In most ordinary circumstances, you can equate hard disk design with the word "dull". At the end of the day, it's a hard disk, a bit of external storage designed to let you carry data from one place to another where it's not practical for either bandwidth or security reasons to send it over a network. Thankfully, nobody told Lacie, and specifically industrial designer Neil Poulton this, as the new Lacie Rugged All-Terrain Hard Drive is something of a visual charmer, as well as being built with physical sturdiness in mind.

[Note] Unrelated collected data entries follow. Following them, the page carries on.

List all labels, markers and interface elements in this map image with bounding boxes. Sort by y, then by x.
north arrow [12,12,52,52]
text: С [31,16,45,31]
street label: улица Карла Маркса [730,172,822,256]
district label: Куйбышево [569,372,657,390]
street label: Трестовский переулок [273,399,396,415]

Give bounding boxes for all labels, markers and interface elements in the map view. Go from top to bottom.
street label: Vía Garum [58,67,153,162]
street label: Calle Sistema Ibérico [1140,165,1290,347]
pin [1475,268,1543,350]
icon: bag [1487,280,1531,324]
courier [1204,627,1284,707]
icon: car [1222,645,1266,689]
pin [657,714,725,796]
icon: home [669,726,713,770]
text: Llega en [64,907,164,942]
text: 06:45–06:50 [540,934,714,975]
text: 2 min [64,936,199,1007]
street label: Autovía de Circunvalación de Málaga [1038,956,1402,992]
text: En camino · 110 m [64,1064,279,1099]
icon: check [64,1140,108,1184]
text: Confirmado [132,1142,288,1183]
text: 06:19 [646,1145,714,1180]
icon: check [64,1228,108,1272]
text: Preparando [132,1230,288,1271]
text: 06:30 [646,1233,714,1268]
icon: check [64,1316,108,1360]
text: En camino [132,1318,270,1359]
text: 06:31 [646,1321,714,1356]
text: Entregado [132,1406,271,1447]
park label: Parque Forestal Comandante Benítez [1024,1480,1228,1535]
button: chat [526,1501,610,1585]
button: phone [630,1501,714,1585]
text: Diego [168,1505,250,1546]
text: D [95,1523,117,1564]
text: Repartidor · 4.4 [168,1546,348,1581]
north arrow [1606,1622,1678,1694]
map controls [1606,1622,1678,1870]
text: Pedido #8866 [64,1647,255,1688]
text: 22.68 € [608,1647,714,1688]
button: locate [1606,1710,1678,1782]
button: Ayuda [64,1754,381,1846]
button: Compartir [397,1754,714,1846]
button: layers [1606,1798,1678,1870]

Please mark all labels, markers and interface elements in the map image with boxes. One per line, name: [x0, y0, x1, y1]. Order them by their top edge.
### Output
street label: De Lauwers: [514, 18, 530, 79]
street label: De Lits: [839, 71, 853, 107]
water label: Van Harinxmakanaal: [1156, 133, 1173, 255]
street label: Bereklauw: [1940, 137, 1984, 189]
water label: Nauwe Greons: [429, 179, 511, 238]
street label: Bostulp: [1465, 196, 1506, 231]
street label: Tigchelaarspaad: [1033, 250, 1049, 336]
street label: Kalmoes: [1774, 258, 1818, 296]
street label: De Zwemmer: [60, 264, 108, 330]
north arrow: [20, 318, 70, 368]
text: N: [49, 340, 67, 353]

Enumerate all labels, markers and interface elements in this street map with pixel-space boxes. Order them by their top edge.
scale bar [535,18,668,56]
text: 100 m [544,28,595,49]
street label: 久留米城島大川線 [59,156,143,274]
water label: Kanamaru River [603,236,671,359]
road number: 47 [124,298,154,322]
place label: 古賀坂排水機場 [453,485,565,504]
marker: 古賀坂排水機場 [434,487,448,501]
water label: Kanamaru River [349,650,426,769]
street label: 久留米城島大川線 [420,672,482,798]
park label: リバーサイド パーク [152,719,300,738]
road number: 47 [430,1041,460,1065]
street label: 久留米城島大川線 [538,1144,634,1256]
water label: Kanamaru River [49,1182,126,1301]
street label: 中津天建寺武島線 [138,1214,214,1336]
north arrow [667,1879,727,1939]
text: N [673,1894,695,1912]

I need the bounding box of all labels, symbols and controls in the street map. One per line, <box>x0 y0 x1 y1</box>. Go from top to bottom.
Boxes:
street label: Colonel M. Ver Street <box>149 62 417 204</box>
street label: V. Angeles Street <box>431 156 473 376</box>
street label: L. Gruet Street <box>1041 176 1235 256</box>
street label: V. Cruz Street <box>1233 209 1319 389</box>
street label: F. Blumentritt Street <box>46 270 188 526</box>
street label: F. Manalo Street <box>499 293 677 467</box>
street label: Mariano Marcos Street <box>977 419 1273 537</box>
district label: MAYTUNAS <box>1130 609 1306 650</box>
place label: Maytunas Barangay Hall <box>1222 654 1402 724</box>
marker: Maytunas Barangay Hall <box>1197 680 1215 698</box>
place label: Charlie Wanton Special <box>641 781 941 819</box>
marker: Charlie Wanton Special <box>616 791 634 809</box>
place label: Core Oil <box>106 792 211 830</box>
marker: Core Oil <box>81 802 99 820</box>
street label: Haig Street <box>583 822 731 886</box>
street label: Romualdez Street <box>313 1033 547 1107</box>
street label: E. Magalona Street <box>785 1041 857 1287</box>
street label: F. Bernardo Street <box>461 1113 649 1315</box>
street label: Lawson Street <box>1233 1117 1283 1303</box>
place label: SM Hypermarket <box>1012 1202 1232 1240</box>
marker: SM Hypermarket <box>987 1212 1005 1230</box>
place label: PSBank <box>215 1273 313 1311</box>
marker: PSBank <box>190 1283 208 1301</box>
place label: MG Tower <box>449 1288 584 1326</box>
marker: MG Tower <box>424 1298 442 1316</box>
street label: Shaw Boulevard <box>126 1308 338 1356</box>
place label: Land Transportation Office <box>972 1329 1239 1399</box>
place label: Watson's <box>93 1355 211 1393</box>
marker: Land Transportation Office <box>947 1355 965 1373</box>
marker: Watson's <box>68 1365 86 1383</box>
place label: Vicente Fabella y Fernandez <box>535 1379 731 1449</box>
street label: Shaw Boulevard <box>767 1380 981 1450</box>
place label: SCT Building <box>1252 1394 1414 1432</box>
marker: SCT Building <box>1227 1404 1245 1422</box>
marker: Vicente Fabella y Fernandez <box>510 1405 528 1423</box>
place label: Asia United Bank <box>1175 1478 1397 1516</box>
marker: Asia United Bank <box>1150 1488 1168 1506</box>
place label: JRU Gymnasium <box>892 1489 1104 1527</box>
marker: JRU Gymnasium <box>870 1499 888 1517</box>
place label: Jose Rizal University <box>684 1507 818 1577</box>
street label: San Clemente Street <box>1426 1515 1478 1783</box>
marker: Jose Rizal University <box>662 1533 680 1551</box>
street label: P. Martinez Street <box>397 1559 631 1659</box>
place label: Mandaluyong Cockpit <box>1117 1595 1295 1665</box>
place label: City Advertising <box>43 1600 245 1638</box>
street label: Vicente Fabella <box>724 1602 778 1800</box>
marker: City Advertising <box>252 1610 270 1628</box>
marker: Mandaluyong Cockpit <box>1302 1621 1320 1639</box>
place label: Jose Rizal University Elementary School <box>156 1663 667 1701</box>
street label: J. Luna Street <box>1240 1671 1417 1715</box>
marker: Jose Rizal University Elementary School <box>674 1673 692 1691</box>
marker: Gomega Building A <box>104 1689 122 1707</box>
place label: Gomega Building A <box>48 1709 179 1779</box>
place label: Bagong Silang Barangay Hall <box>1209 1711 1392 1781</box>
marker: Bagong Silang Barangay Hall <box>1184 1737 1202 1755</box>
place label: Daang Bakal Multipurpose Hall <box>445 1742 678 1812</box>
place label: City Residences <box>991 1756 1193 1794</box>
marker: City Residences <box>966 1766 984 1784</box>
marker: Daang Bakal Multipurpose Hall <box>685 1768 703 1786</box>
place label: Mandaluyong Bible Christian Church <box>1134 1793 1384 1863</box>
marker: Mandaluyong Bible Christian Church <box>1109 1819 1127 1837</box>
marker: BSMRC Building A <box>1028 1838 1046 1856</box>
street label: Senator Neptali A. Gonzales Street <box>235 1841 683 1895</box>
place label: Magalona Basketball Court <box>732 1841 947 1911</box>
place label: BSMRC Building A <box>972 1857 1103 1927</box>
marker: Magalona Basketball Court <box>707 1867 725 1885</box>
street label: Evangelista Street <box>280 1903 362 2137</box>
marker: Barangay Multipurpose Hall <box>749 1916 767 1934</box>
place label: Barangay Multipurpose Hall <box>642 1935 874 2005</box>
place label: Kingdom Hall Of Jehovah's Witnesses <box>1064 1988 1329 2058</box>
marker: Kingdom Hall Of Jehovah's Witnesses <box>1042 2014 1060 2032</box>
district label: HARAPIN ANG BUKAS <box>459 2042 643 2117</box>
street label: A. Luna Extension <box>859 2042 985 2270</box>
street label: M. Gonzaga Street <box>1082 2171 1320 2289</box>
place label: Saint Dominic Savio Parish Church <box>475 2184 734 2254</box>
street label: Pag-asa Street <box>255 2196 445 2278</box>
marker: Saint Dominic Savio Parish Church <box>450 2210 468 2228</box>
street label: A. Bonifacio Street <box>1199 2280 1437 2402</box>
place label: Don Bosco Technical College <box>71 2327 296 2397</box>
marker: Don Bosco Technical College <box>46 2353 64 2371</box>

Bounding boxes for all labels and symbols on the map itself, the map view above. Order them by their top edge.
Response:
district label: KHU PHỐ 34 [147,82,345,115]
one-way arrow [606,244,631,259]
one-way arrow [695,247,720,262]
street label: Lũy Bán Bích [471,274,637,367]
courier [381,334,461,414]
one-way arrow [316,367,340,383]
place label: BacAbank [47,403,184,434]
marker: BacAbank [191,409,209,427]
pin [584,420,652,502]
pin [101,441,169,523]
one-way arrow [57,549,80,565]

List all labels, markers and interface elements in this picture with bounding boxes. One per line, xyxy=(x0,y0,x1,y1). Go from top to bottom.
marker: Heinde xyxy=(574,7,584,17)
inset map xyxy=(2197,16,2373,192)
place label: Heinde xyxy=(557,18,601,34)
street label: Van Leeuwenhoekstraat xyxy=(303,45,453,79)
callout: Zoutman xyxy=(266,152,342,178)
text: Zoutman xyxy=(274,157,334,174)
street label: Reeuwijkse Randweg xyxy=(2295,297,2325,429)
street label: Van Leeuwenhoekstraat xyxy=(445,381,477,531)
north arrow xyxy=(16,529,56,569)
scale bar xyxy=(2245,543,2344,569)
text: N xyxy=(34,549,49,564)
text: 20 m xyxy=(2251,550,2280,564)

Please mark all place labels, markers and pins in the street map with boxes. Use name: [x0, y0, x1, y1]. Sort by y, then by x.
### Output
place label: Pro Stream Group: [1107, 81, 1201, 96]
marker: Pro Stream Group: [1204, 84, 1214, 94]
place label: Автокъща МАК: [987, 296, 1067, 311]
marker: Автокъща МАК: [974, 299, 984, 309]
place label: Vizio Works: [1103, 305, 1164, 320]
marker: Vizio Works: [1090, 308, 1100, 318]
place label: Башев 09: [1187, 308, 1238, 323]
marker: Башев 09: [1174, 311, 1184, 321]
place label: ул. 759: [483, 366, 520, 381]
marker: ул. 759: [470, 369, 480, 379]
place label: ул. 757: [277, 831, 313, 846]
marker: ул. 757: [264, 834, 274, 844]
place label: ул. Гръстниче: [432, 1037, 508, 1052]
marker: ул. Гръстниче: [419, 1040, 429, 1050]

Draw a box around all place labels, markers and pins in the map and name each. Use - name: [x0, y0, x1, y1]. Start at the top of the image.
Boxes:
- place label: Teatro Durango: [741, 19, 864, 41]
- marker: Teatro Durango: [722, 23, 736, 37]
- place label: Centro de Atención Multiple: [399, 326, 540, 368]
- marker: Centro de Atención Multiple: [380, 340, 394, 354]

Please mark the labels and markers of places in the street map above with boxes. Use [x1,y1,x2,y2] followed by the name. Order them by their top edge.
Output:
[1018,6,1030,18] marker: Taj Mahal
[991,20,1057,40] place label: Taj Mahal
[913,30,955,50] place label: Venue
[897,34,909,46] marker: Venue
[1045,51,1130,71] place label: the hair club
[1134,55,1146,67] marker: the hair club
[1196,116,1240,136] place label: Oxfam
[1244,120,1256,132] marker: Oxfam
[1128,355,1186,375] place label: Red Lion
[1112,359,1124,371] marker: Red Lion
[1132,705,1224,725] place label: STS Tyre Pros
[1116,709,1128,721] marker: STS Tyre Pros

The drive itself is encased in a tough and ever so slightly flexible aliminium casing, surrounded by a tough rubber outer shell in eye-catching orange that also serves as something of a shock protection mechanism. One minor flaw with the design lies in the fact that it's not a terribly small unit. At 90 x 25 x 145 mm, it's not entirely pocket sized in the way that something like the Seagate Pocket Drive or even an iPod is.
The rear of the unit's casing shows off its three way connection model, with socket plugs for USB 2.0, Firewire 400 and Firewire 800 connectors, as well as an additional power plug that can be used with systems where the USB Bus power is insufficient. Whether you're using USB or Firewire connectivity, the entire unit is powered from your connection, so there's no need to carry around a chunky power supply along with the unit. Lacie also sells a variant of the drive that offers only USB 2.0 connectivity.
Lacie sells the Rugged Hard Drive in three capacities -- 80GB (5400rpm, AU$399), 100GB (7200rpm, AU$689) and 120GB (5400rpm, AU$649) -- which is a touch on the lower side for a modern hard drive, although it should be plenty for most mobile applications. The unit we tested came with an 80GB 5400RPM hard drive with 8MB of internal cache. Lacie lists it as being capable of up to 100MB/s using the Firewire 800 interface, and predictably half that for Firewire 400 users. USB 2.0 connectivity tops out at a claimed 60MB/s, although all the above figures really only apply to small file transfers. Lacie's own notes on the product drop those speeds to a slightly more realistic 40MB/s for Firewire 800, 30MB/s for Firewire 400 and 30MB/s for USB 2.0 transfers over a lengthier period.